··· Supplied entries
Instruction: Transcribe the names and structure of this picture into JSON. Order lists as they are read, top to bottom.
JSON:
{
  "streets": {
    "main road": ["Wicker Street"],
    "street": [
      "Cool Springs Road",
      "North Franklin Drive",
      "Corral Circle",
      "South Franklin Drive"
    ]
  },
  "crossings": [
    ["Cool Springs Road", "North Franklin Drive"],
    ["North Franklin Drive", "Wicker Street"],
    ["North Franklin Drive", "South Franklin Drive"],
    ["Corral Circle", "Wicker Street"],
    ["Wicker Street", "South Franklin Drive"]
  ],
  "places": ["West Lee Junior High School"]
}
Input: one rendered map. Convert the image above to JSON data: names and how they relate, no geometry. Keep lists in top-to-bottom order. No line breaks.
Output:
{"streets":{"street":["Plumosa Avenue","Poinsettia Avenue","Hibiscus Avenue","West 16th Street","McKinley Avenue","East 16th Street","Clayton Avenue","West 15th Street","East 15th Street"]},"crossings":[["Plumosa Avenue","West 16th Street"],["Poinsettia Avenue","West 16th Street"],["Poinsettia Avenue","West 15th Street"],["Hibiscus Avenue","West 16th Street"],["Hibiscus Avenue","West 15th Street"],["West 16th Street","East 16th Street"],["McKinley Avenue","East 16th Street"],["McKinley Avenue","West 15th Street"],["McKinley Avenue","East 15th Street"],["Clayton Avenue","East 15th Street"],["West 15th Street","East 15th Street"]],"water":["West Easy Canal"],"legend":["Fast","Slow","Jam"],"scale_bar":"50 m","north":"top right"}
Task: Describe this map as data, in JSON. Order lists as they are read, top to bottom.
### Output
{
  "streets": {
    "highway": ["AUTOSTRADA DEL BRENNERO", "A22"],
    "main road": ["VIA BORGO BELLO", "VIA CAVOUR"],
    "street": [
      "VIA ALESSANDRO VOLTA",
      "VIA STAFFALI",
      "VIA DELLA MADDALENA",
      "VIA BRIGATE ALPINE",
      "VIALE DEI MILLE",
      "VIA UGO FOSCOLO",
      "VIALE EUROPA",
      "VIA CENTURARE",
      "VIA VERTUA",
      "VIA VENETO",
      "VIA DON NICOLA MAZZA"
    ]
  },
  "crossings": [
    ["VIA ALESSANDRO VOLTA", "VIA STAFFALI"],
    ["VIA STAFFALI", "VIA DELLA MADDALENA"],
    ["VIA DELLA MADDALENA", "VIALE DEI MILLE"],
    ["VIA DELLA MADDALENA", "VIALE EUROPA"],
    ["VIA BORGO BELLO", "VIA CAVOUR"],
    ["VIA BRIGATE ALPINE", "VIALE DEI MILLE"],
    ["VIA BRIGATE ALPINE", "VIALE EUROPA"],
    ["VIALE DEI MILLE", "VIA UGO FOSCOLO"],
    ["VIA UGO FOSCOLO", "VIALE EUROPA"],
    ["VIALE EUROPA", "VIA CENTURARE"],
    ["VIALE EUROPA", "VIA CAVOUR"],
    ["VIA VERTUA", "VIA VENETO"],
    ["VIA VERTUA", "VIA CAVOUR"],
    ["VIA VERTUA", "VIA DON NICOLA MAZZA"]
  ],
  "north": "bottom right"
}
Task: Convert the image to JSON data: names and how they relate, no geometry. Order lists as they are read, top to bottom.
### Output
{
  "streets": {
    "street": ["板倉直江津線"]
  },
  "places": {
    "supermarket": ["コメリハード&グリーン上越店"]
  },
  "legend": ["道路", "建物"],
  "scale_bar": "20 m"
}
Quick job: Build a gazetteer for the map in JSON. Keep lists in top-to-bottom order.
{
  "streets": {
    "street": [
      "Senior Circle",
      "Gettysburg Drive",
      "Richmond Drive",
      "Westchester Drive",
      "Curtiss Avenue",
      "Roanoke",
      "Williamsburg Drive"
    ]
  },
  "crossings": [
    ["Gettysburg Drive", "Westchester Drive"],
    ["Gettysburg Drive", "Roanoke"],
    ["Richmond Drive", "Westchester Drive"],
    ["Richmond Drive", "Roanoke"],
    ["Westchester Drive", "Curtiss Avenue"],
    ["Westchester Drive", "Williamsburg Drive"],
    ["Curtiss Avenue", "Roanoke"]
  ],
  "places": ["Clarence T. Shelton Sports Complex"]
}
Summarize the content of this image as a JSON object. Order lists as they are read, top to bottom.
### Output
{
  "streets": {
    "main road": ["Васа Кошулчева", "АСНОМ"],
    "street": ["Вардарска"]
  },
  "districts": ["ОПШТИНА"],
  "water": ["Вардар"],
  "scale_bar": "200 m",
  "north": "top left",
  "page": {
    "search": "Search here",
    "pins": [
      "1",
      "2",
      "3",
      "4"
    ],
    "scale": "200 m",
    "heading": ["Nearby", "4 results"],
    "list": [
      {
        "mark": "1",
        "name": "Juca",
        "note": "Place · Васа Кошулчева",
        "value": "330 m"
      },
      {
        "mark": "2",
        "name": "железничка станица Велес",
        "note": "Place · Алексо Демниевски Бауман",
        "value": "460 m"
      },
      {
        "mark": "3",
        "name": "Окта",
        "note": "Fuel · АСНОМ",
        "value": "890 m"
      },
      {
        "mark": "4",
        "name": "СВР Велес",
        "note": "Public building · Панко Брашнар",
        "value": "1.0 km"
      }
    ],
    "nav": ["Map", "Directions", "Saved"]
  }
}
······
Where a line above holds the word "Task", copy it.

Task: Describe this map as data, in JSON. Order lists as they are read, top to bottom.
Task: Convert the image to JSON data: names and how they relate, no geometry. Order lists as they are read, top to bottom.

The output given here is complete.